Repeat exactly the lines below that lie between the line with "M1 256 57 79" and the line with "1348 1136 733", counting both of those lines as part of the answer.
Start of Block
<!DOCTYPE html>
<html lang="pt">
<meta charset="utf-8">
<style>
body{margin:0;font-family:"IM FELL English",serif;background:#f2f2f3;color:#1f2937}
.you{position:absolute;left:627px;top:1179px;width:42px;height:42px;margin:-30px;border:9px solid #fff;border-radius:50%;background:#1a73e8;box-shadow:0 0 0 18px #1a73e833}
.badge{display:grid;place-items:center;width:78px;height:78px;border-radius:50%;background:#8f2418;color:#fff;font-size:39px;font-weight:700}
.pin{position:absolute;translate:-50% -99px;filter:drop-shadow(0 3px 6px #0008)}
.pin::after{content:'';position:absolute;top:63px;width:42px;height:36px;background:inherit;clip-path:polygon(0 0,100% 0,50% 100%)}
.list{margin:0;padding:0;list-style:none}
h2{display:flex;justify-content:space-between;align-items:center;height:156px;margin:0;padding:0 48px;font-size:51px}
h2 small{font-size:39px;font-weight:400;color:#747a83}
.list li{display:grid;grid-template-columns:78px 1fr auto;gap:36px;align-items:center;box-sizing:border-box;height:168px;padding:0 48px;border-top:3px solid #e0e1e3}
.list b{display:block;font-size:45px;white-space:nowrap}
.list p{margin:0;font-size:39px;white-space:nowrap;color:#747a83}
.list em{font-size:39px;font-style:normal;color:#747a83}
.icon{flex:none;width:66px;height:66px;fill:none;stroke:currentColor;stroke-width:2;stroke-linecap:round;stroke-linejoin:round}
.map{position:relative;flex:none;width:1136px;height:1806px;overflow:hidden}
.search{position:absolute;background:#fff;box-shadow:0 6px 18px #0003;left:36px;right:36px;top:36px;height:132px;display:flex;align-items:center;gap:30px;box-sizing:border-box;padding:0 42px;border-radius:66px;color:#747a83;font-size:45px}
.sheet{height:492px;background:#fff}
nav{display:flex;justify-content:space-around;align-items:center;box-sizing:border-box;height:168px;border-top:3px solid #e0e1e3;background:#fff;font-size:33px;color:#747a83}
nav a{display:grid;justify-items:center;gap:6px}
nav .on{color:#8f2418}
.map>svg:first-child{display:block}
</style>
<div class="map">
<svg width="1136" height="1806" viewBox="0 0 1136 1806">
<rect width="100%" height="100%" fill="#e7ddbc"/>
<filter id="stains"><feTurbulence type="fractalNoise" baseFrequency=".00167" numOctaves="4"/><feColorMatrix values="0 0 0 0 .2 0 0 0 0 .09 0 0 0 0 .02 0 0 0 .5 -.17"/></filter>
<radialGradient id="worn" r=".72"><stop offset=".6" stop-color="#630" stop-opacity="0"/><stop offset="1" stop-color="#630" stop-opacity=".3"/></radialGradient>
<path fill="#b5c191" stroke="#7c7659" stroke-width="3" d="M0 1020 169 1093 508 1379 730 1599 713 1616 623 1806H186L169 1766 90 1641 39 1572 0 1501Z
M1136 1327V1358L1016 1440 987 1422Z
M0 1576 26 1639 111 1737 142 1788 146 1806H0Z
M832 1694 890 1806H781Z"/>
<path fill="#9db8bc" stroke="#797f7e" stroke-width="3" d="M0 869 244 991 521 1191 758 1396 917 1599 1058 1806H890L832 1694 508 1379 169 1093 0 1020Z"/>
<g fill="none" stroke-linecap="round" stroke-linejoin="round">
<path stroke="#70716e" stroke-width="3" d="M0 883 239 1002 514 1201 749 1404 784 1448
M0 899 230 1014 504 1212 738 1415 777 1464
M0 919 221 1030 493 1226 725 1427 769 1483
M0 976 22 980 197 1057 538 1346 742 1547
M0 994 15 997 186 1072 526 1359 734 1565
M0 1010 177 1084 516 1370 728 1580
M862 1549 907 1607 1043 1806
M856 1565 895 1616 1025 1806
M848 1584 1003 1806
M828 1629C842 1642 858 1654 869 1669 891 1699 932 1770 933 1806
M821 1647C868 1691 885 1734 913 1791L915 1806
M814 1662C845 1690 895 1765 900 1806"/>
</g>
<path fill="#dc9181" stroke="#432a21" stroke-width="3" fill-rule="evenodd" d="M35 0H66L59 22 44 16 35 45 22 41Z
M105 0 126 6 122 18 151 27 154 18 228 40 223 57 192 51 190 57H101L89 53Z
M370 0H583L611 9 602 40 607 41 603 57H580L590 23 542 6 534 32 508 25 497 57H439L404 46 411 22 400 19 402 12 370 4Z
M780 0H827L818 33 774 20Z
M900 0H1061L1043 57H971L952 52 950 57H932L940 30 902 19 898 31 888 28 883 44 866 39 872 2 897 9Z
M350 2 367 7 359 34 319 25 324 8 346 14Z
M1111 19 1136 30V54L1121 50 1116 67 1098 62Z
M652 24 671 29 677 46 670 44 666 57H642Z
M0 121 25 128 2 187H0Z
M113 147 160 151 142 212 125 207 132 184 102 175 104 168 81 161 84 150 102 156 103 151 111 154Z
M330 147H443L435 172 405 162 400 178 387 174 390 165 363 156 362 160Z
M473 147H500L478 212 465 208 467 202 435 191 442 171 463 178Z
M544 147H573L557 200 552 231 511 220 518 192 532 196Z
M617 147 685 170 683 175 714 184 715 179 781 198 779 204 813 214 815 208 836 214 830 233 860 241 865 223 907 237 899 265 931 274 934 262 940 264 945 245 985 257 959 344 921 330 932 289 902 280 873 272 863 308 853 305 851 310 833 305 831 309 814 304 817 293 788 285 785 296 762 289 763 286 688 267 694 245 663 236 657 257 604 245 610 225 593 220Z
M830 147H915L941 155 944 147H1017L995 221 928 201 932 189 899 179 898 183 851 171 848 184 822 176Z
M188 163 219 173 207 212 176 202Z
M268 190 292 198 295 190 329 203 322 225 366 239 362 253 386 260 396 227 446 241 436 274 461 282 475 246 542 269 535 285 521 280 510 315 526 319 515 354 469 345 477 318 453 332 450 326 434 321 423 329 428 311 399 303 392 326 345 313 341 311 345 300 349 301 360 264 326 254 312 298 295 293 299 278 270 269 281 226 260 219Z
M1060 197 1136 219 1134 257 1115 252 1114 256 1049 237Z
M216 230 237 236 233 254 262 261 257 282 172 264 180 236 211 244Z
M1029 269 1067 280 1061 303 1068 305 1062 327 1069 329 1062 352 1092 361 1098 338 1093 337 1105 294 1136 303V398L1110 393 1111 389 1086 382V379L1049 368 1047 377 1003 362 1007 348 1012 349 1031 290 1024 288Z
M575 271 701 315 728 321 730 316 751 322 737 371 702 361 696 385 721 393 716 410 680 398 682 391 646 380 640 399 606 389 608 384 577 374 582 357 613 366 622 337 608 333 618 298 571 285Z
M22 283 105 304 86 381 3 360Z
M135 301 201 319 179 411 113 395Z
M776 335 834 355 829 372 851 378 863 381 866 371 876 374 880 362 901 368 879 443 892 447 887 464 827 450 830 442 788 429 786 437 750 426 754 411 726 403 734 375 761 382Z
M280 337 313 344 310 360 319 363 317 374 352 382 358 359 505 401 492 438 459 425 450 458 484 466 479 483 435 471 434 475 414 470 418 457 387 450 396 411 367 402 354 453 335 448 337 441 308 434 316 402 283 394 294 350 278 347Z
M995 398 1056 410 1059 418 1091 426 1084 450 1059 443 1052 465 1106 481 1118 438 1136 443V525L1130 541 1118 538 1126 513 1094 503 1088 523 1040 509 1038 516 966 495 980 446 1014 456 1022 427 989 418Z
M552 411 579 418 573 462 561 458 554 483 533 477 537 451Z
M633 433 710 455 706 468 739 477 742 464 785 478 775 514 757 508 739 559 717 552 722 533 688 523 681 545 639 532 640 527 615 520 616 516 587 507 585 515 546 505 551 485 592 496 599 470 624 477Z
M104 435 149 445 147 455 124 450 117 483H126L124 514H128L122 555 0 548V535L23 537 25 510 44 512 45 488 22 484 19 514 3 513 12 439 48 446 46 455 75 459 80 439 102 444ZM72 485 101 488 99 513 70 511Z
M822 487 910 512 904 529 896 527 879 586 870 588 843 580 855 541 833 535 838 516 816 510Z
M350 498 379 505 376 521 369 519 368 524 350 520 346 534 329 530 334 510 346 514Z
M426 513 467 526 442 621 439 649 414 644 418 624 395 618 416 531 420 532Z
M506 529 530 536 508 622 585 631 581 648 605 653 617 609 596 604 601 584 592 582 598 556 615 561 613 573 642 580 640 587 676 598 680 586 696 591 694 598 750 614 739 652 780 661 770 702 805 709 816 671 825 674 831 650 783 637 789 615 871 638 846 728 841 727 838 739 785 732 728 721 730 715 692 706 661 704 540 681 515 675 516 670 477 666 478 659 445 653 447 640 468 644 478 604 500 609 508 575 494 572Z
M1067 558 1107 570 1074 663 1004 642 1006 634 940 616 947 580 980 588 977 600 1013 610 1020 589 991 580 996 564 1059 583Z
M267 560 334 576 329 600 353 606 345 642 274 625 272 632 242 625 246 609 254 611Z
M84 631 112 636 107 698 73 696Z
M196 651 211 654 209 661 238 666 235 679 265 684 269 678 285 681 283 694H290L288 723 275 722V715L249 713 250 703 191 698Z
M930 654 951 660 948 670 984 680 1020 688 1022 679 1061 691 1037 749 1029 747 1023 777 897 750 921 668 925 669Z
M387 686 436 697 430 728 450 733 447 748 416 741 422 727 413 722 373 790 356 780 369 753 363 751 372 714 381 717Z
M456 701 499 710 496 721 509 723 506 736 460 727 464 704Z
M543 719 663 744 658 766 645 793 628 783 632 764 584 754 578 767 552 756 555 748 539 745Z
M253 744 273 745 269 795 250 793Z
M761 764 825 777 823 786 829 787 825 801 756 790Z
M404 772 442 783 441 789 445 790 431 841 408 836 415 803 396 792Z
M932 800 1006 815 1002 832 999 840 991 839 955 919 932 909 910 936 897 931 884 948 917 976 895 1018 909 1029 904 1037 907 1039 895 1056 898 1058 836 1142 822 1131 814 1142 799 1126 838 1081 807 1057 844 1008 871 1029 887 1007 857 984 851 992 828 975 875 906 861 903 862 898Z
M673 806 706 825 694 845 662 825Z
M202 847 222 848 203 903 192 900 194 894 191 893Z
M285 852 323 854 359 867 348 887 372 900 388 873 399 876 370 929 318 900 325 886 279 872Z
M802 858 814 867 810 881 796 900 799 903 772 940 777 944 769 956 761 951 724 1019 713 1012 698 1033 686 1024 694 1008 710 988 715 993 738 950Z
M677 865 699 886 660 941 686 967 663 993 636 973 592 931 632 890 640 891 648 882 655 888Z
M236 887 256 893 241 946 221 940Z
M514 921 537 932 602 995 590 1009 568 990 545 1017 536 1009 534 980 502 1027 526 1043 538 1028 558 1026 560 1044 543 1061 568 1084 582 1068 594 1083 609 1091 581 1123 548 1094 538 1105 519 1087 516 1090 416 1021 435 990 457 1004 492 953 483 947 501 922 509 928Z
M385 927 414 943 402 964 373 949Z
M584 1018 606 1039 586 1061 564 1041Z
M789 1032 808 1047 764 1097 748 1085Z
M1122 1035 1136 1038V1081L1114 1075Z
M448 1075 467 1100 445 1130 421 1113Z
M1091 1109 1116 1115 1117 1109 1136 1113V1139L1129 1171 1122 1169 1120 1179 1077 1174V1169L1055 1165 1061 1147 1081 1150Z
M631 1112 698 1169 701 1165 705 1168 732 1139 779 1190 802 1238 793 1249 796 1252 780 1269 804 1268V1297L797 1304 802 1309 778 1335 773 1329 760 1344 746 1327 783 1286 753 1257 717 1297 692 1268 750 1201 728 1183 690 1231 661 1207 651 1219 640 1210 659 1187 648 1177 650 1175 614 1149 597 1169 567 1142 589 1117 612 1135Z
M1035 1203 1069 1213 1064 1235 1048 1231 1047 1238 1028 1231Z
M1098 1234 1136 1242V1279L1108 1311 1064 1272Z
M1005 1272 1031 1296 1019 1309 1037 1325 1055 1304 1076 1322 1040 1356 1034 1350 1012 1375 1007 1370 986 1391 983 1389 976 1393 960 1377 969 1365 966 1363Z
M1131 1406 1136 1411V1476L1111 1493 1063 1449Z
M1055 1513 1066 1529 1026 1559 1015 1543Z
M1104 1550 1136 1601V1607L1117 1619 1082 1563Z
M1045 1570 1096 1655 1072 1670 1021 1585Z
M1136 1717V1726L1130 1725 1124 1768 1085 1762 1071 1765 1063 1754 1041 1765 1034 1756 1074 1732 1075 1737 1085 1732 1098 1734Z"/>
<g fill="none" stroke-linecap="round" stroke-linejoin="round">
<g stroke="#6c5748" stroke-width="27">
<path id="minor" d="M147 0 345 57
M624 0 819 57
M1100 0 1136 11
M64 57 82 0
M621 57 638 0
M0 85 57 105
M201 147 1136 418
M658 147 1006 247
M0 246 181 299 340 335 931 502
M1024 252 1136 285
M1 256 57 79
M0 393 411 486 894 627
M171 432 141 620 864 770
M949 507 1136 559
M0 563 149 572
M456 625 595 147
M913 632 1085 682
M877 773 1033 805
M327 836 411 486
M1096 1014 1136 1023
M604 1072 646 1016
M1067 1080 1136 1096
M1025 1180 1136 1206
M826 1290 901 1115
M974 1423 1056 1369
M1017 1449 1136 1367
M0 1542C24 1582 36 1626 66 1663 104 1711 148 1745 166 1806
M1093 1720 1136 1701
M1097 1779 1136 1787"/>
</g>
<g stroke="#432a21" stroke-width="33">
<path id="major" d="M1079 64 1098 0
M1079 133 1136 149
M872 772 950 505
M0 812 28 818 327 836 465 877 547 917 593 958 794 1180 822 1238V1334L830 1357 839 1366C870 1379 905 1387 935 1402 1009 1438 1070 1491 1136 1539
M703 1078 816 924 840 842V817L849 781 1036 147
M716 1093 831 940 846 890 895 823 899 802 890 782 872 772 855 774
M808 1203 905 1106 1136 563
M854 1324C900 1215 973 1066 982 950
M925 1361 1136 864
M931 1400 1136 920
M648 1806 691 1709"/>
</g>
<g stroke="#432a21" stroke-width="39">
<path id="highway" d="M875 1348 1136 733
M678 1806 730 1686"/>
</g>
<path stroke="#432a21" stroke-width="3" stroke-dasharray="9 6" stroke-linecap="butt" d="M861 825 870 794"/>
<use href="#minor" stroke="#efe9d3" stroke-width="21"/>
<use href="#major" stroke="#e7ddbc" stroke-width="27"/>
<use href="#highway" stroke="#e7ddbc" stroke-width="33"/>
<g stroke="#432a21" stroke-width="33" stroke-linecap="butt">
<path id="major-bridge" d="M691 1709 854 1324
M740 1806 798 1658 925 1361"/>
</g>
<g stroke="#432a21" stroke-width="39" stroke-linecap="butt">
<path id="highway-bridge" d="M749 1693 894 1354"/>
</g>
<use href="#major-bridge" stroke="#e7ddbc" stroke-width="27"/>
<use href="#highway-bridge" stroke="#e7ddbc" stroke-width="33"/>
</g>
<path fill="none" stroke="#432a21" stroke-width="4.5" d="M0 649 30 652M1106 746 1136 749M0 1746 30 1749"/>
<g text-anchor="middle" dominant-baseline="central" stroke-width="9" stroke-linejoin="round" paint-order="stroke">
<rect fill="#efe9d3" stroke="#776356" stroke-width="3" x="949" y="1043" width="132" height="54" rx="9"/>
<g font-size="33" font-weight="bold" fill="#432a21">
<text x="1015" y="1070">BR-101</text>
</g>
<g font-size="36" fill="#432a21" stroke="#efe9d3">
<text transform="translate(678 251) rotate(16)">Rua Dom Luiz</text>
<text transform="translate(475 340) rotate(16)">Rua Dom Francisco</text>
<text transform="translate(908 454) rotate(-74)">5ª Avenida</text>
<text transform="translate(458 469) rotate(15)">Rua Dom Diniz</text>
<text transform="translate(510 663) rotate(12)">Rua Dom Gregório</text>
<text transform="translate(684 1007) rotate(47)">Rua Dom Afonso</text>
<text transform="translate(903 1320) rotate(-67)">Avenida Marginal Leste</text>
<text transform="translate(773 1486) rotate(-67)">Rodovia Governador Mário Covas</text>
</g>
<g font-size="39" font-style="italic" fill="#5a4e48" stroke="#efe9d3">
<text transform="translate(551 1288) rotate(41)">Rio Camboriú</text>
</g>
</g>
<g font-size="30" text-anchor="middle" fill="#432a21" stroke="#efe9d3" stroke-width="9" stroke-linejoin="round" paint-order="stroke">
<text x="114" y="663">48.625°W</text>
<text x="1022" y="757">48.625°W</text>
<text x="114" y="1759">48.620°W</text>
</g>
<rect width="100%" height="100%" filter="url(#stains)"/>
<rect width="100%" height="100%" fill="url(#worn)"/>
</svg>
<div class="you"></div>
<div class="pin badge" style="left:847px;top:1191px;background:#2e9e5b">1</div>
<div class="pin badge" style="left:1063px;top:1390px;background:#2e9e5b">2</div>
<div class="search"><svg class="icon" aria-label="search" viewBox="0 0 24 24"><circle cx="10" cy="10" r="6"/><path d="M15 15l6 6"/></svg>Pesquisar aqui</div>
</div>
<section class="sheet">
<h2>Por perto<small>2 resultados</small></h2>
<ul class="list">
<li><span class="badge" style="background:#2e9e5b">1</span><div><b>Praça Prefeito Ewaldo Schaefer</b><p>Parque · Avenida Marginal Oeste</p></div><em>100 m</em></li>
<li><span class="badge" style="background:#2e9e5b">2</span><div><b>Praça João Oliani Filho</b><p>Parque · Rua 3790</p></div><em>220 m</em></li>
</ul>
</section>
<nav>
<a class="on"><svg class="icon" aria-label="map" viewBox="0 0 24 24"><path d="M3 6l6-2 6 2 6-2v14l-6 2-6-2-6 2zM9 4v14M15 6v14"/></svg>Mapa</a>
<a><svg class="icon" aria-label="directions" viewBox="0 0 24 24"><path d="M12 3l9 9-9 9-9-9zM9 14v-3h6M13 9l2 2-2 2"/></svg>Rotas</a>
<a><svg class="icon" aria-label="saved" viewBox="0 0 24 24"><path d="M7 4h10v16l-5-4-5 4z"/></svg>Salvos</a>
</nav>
End of Block
Solution:
M1 256 57 79
M0 393 411 486 894 627
M171 432 141 620 864 770
M949 507 1136 559
M0 563 149 572
M456 625 595 147
M913 632 1085 682
M877 773 1033 805
M327 836 411 486
M1096 1014 1136 1023
M604 1072 646 1016
M1067 1080 1136 1096
M1025 1180 1136 1206
M826 1290 901 1115
M974 1423 1056 1369
M1017 1449 1136 1367
M0 1542C24 1582 36 1626 66 1663 104 1711 148 1745 166 1806
M1093 1720 1136 1701
M1097 1779 1136 1787"/>
</g>
<g stroke="#432a21" stroke-width="33">
<path id="major" d="M1079 64 1098 0
M1079 133 1136 149
M872 772 950 505
M0 812 28 818 327 836 465 877 547 917 593 958 794 1180 822 1238V1334L830 1357 839 1366C870 1379 905 1387 935 1402 1009 1438 1070 1491 1136 1539
M703 1078 816 924 840 842V817L849 781 1036 147
M716 1093 831 940 846 890 895 823 899 802 890 782 872 772 855 774
M808 1203 905 1106 1136 563
M854 1324C900 1215 973 1066 982 950
M925 1361 1136 864
M931 1400 1136 920
M648 1806 691 1709"/>
</g>
<g stroke="#432a21" stroke-width="39">
<path id="highway" d="M875 1348 1136 733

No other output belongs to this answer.